Haim Revivo to perform four months of community service and pay fine of NIS 20,000, over charges that surfaced as part of graft investigation against Likud MK David Bitan

Haim Revivo seen at a press conference for the new soccer league season in the Jerusalem municipality on July 31, 2013. (Yonatan Sindel/Flash90)
Haim Revivo seen at a press conference for the new soccer league season in the Jerusalem municipality on July 31, 2013. (Yonatan Sindel/Flash90)

A former top Israeli soccer player on Tuesday signed a plea deal in an alleged real estate bribery scheme.

Haim Revivo, who during the 1990s played on Israel’s national soccer team, was suspected of giving NIS 10,000 ($2,760) to Arnon Giladi when the latter was deputy mayor of Tel Aviv, in exchange for permits for construction work on a property that he owns in the coastal city.

According to the plea deal, Revivo will only be indicted for breach of trust, receive four months of community service and be ordered to pay a fine of NIS 20,000 ($6,395).

The suspicions against Revivo emerged during a far-reaching corruption investigation into Likud MK and former coalition chairman David Bitan.

State prosecutors last month announced that Bitan will be indicted on charges of bribery, fraud and breach of trust, as well as money laundering and tax offenses, over accusations he pocketed some NIS 715,000 ($220,000) in bribes while serving in public office.

The charges date back to when Bitan — a confidant of ex-prime minister Benjamin Netanyahu — was deputy mayor of Rishon Lezion, before he was elected to the Knesset in 2013, but also include his tenure as an MK.

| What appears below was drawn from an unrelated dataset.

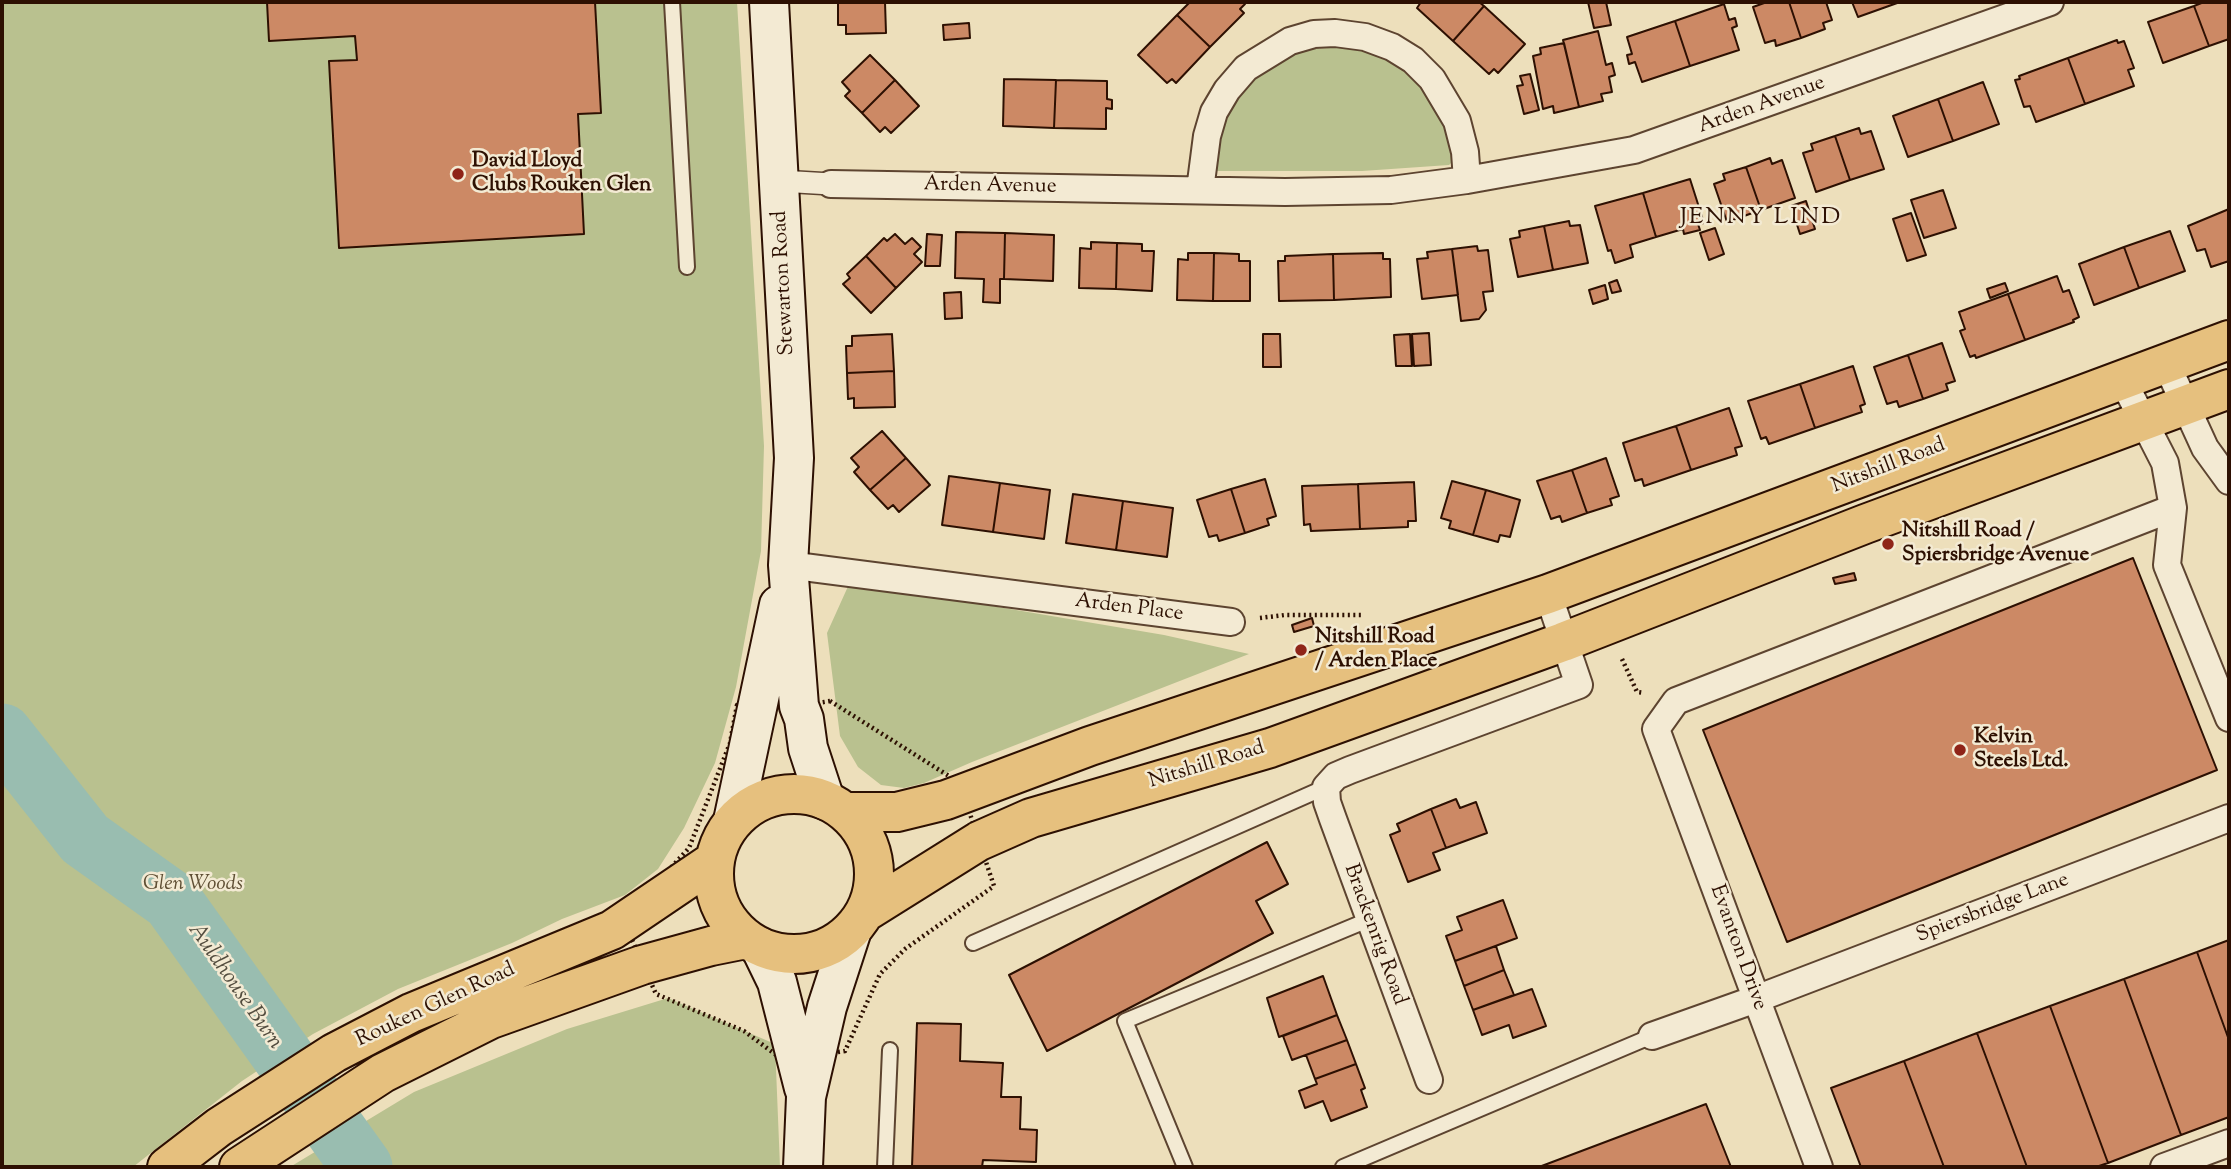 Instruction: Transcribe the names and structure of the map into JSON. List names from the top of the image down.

MK David Bitan at the Knesset in Jerusalem, on July 7, 2021. (Yonatan Sindel/Flash90)

Last year, Bitan waived a request for parliamentary immunity from criminal prosecution, meaning the indictment against him can now be filed with the court.

The investigation, dubbed Case 1803, has seen the arrests of a number of suspects, including Rishon Lezion city officials, local businessmen, and organized crime figures.

While he has denied wrongdoing, Bitan stepped down from his role as coalition whip in 2017, shortly after news of the police investigation broke.